You are viewing an older version of this section. View current production version.
Window Functions Guide
Window functions perform ranking and aggregate calculations across sets of rows that bear some relation to the current row. Unlike aggregates, which also act on multiple rows, window functions return a result for every row, instead of aggregating values from all rows into a single value.
Syntax
Window functions in MemSQL use the following syntax:
function ([expr]) OVER {window_name | (window_definition)}
window_definition:
[partition_by_clause] [order_by_clause] [frame_clause]
partition_by_clause:
PARTITION BY {col | expr}
order_by_clause:
ORDER BY {col | expr}
frame_clause:
{ROWS | RANGE}
{UNBOUNDED PRECEDING | int PRECEDING | CURRENT ROW} |
{BETWEEN
{UNBOUNDED PRECEDING | int {PRECEDING | FOLLOWING} | CURRENT ROW}
AND
{UNBOUNDED FOLLOWING | int {PRECEDING | FOLLOWING} | CURRENT ROW}
}
Syntax Remarks
window_definition
Window definition clauses are similar to standard GROUP BY
and ORDER BY
clauses with the following exception: you cannot refer to the projections list using aliases or position, because literal integers are treated as integers instead of positional references.
frame_clause
The frame_clause
is used with an aggregate window function, and it specifies a subset of rows in a partition to evaluate. Ranking, value, and percentile window functions are not affected by the frame_clause
because they are intended to operate on the entire set of rows in each partition.
In the frame_clause
, int PRECEDING
and int FOLLOWING
are referred to as frame offsets. RANGE
cannot be used with frame offsets. Additionally, frame offsets must be non-negative integers. Any non-integer is automatically rounded.
If BETWEEN
is not specified, the default upper bound is CURRENT ROW
. For example, ROWS UNBOUNDED PRECEDING
is equivalent to ROWS BETWEEN UNBOUNDED PRECEDING AND CURRENT ROW
.
If no frame is specified, the default is RANGE UNBOUNDED PRECEDING
, i.e. RANGE BETWEEN UNBOUNDED PRECEDING AND CURRENT ROW
.
RANGE
includes all rows whose elements in the order_by_clause
are equal. If the order_by_clause
is empty, RANGE
will include all rows in the partition. Consider the following example:
memsql> CREATE TABLE t (a INT);
memsql> INSERT INTO t VALUES (1),(2),(2),(3),(3),(3),(4);
memsql> SELECT COUNT(1) OVER (ORDER BY a ROWS UNBOUNDED PRECEDING) as 'col1',
COUNT(1) OVER (ORDER BY a RANGE UNBOUNDED PRECEDING) as 'col2' FROM t;
+------+------+
| col1 | col2 |
+------+------+
| 1 | 1 |
| 2 | 3 |
| 3 | 3 |
| 4 | 6 |
| 5 | 6 |
| 6 | 6 |
| 7 | 7 |
+------+------+
Supported Functions
The following built-in functions are supported in a window function:
Ranking functions:
Value functions:
Aggregate functions:
Percentile functions:
Named Window Definition
window_name
is a reference to a named window definition given in a WINDOW
clause, such as:
SELECT RANK() OVER window_name FROM table WINDOW window_name AS (window_definition)

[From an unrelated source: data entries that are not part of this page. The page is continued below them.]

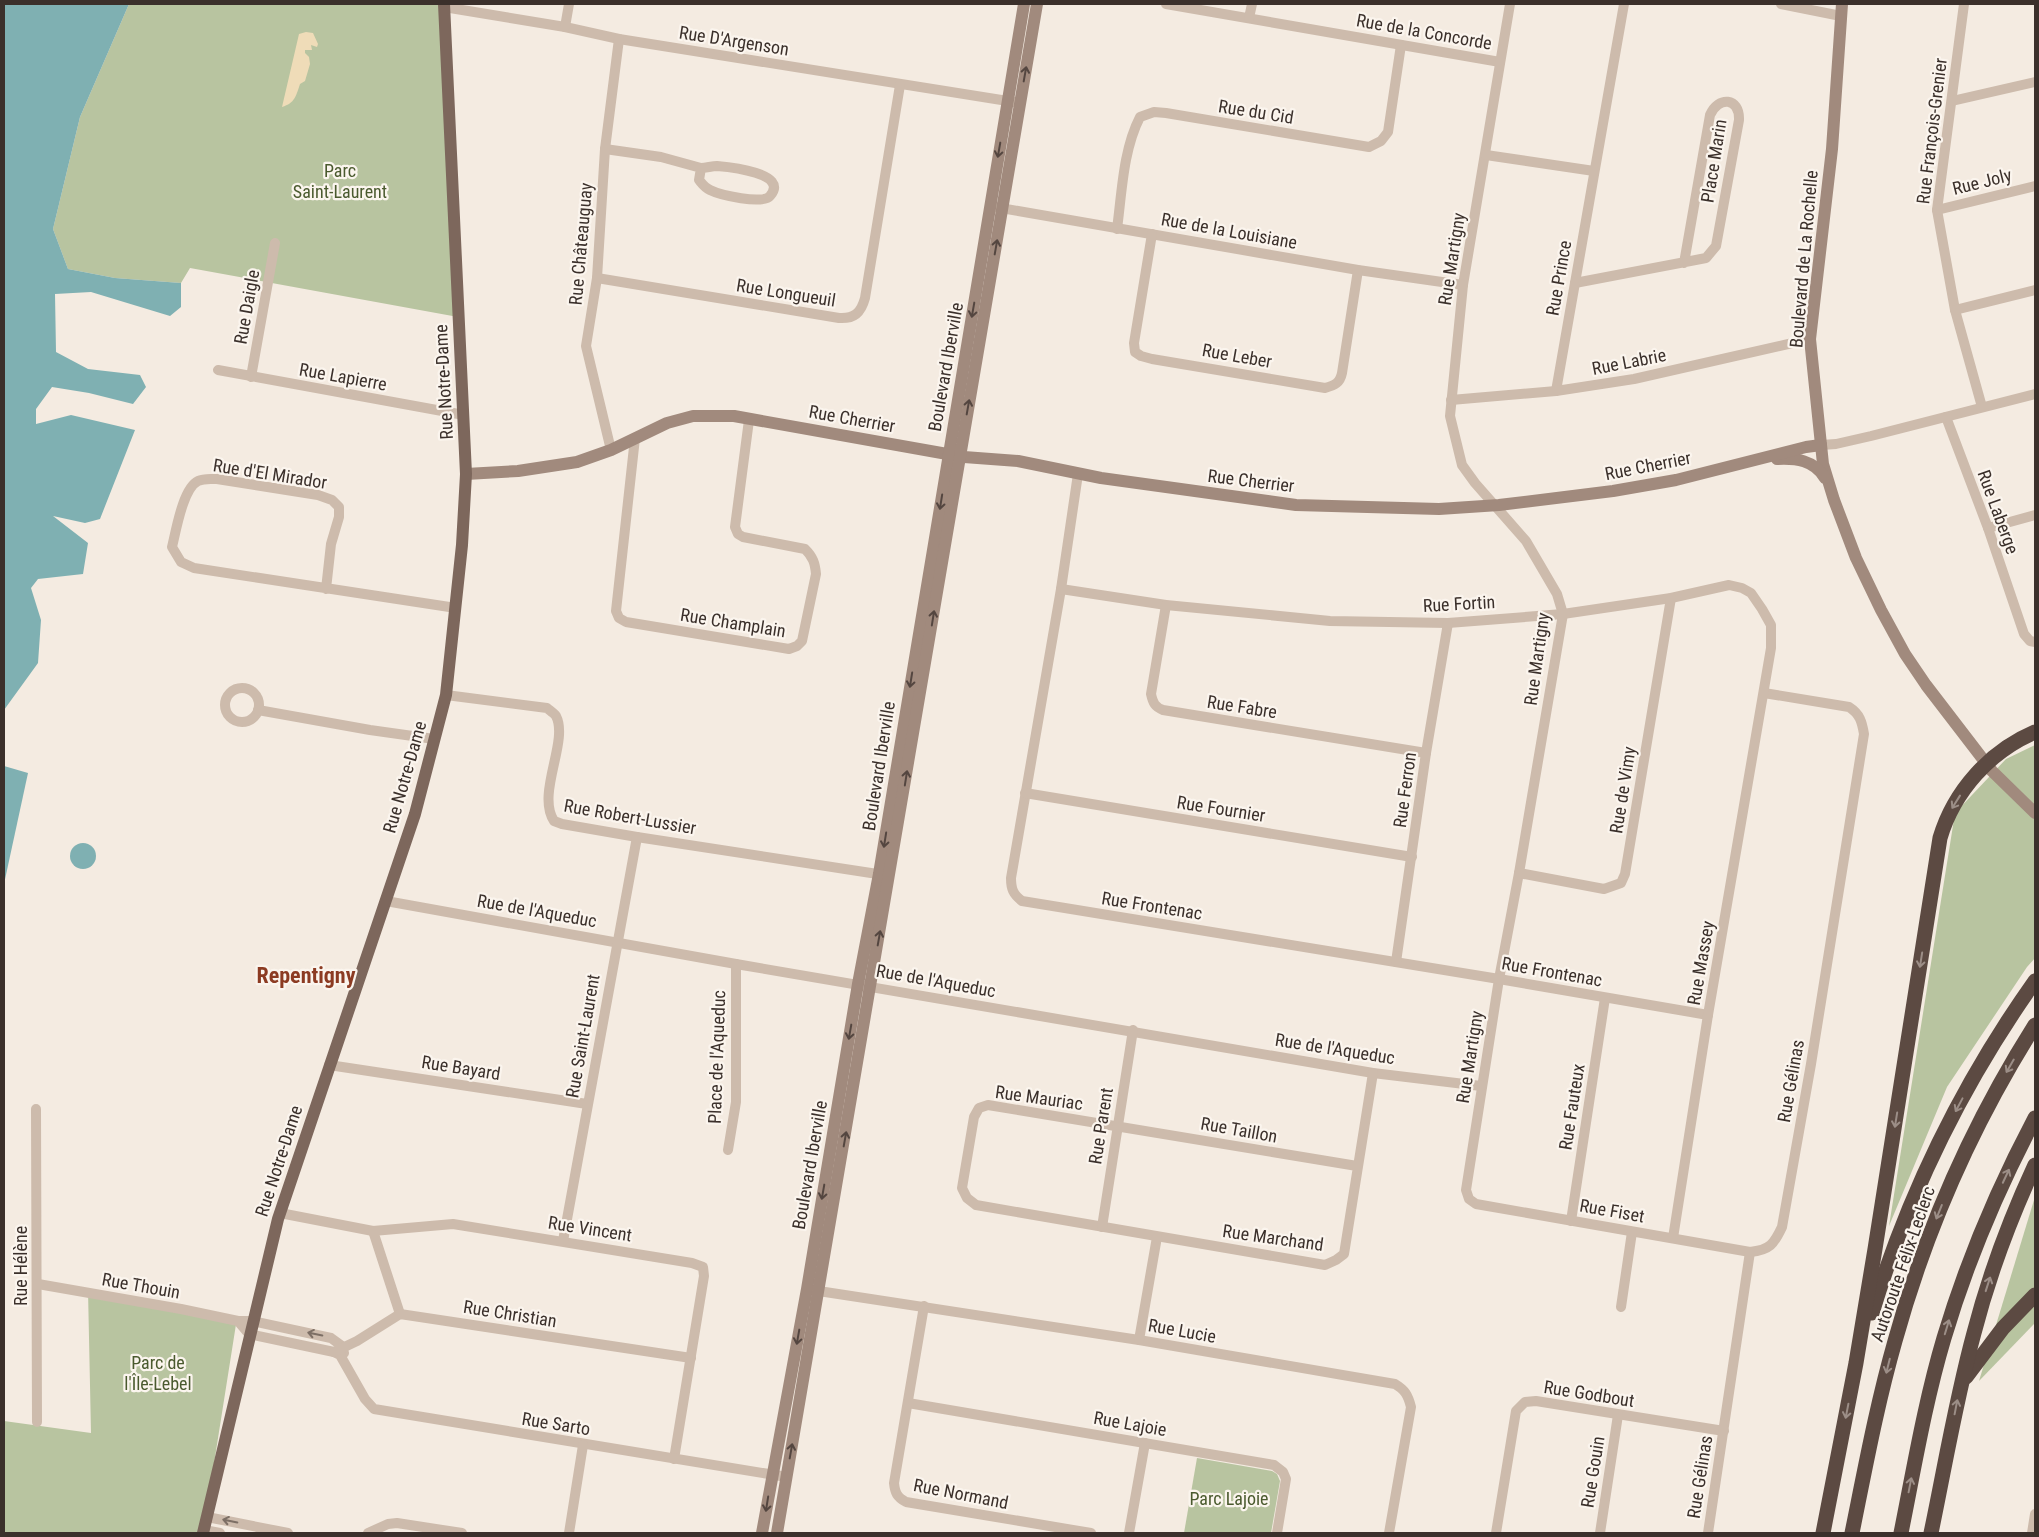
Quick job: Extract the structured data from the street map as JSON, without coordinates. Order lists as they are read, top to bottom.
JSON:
{
  "streets": {
    "highway": ["Autoroute Félix-Leclerc"],
    "main road": ["Rue Notre-Dame"],
    "street": [
      "Rue de la Concorde",
      "Rue D'Argenson",
      "Rue du Cid",
      "Rue François-Grenier",
      "Place Marin",
      "Rue Joly",
      "Rue de la Louisiane",
      "Rue Châteauguay",
      "Rue Martigny",
      "Boulevard de La Rochelle",
      "Rue Prince",
      "Rue Longueuil",
      "Rue Daigle",
      "Rue Leber",
      "Rue Labrie",
      "Boulevard Iberville",
      "Rue Lapierre",
      "Rue Cherrier",
      "Rue d'El Mirador",
      "Rue Laberge",
      "Rue Fortin",
      "Rue Champlain",
      "Rue Fabre",
      "Rue Ferron",
      "Rue de Vimy",
      "Rue Fournier",
      "Rue Robert-Lussier",
      "Rue Frontenac",
      "Rue de l'Aqueduc",
      "Rue Massey",
      "Rue Saint-Laurent",
      "Place de l'Aqueduc",
      "Rue Bayard",
      "Rue Gélinas",
      "Rue Mauriac",
      "Rue Fauteux",
      "Rue Parent",
      "Rue Taillon",
      "Rue Fiset",
      "Rue Vincent",
      "Rue Marchand",
      "Rue Hélène",
      "Rue Thouin",
      "Rue Christian",
      "Rue Lucie",
      "Rue Godbout",
      "Rue Sarto",
      "Rue Lajoie",
      "Rue Gouin",
      "Rue Normand"
    ]
  },
  "crossings": [
    ["Rue de la Concorde", "Rue du Cid"],
    ["Rue de la Concorde", "Rue Martigny"],
    ["Rue D'Argenson", "Rue Châteauguay"],
    ["Rue D'Argenson", "Rue Longueuil"],
    ["Rue D'Argenson", "Boulevard Iberville"],
    ["Rue D'Argenson", "Rue Notre-Dame"],
    ["Rue du Cid", "Rue de la Louisiane"],
    ["Rue François-Grenier", "Rue Joly"],
    ["Rue François-Grenier", "Rue Cherrier"],
    ["Place Marin", "Rue Prince"],
    ["Rue de la Louisiane", "Rue Martigny"],
    ["Rue de la Louisiane", "Rue Leber"],
    ["Rue de la Louisiane", "Boulevard Iberville"],
    ["Rue Châteauguay", "Rue Longueuil"],
    ["Rue Châteauguay", "Rue Cherrier"],
    ["Rue Martigny", "Rue Labrie"],
    ["Rue Martigny", "Rue Cherrier"],
    ["Rue Martigny", "Rue Fortin"],
    ["Rue Martigny", "Rue de Vimy"],
    ["Rue Martigny", "Rue Frontenac"],
    ["Rue Martigny", "Rue de l'Aqueduc"],
    ["Rue Martigny", "Rue Fiset"],
    ["Boulevard de La Rochelle", "Rue Labrie"],
    ["Boulevard de La Rochelle", "Rue Cherrier"],
    ["Rue Prince", "Rue Labrie"],
    ["Rue Daigle", "Rue Lapierre"],
    ["Boulevard Iberville", "Rue Cherrier"],
    ["Boulevard Iberville", "Rue Robert-Lussier"],
    ["Boulevard Iberville", "Rue de l'Aqueduc"],
    ["Boulevard Iberville", "Rue Lucie"],
    ["Boulevard Iberville", "Rue Sarto"],
    ["Rue Lapierre", "Rue Notre-Dame"],
    ["Rue Notre-Dame", "Rue Cherrier"],
    ["Rue Notre-Dame", "Rue d'El Mirador"],
    ["Rue Notre-Dame", "Rue Robert-Lussier"],
    ["Rue Notre-Dame", "Rue de l'Aqueduc"],
    ["Rue Notre-Dame", "Rue Bayard"],
    ["Rue Notre-Dame", "Rue Vincent"],
    ["Rue Notre-Dame", "Rue Thouin"],
    ["Rue Cherrier", "Rue Laberge"],
    ["Rue Cherrier", "Rue Champlain"],
    ["Rue Cherrier", "Rue Frontenac"],
    ["Rue Fortin", "Rue Fabre"],
    ["Rue Fortin", "Rue Ferron"],
    ["Rue Fortin", "Rue de Vimy"],
    ["Rue Fortin", "Rue Frontenac"],
    ["Rue Fortin", "Rue Massey"],
    ["Rue Fortin", "Rue Gélinas"],
    ["Rue Fabre", "Rue Ferron"],
    ["Rue Ferron", "Rue Fournier"],
    ["Rue Ferron", "Rue Frontenac"],
    ["Rue Fournier", "Rue Frontenac"],
    ["Rue Robert-Lussier", "Rue Saint-Laurent"],
    ["Rue Frontenac", "Rue Massey"],
    ["Rue Frontenac", "Rue Fauteux"],
    ["Rue de l'Aqueduc", "Rue Saint-Laurent"],
    ["Rue de l'Aqueduc", "Place de l'Aqueduc"],
    ["Rue de l'Aqueduc", "Rue Parent"],
    ["Rue de l'Aqueduc", "Rue Marchand"],
    ["Rue Massey", "Rue Gélinas"],
    ["Rue Massey", "Rue Fiset"],
    ["Rue Saint-Laurent", "Rue Bayard"],
    ["Rue Saint-Laurent", "Rue Vincent"],
    ["Rue Gélinas", "Rue Fiset"],
    ["Rue Gélinas", "Rue Godbout"],
    ["Rue Mauriac", "Rue Parent"],
    ["Rue Mauriac", "Rue Taillon"],
    ["Rue Mauriac", "Rue Marchand"],
    ["Rue Fauteux", "Rue Fiset"],
    ["Rue Parent", "Rue Taillon"],
    ["Rue Parent", "Rue Marchand"],
    ["Rue Taillon", "Rue Marchand"],
    ["Rue Vincent", "Rue Christian"],
    ["Rue Vincent", "Rue Sarto"],
    ["Rue Hélène", "Rue Thouin"],
    ["Rue Lucie", "Rue Normand"],
    ["Rue Godbout", "Rue Gouin"],
    ["Rue Lajoie", "Rue Normand"]
  ],
  "districts": ["Repentigny"],
  "parks": ["Parc Saint-Laurent", "Parc de l'Île-Lebel", "Parc Lajoie"]
}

If using multiple window functions on the same window frame, you may see improved performance by setting and using a window_name. Using the same window_name across multiple functions allows MemSQL code generation to make execution more efficient.
Consider the following examples. The statement below does not use a window_name
for two identical window definitions.
SELECT website, timestamp,
AVG(clicks) OVER (PARTITION BY website
ORDER BY timestamp
ROWS BETWEEN 3 PRECEDING AND 3 FOLLOWING),
SUM(visits) OVER (PARTITION BY website
ORDER BY timestamp
ROWS BETWEEN 3 PRECEDING AND 3 FOLLOWING)
FROM t;
The statement above can be improved by using window_name
syntax, which will improve performance:
SELECT website, timestamp,
AVG(clicks) OVER w,
SUM(visits) OVER w
FROM t
WINDOW w AS (PARTITION BY website
ORDER BY timestamp
ROWS BETWEEN 3 PRECEDING AND 3 FOLLOWING);
The second version of the query has fewer parameters, so the generated code can be smaller and more efficient.
Examples
In the following simple examples, the table t
contains four uniquely identified values divided into two categories.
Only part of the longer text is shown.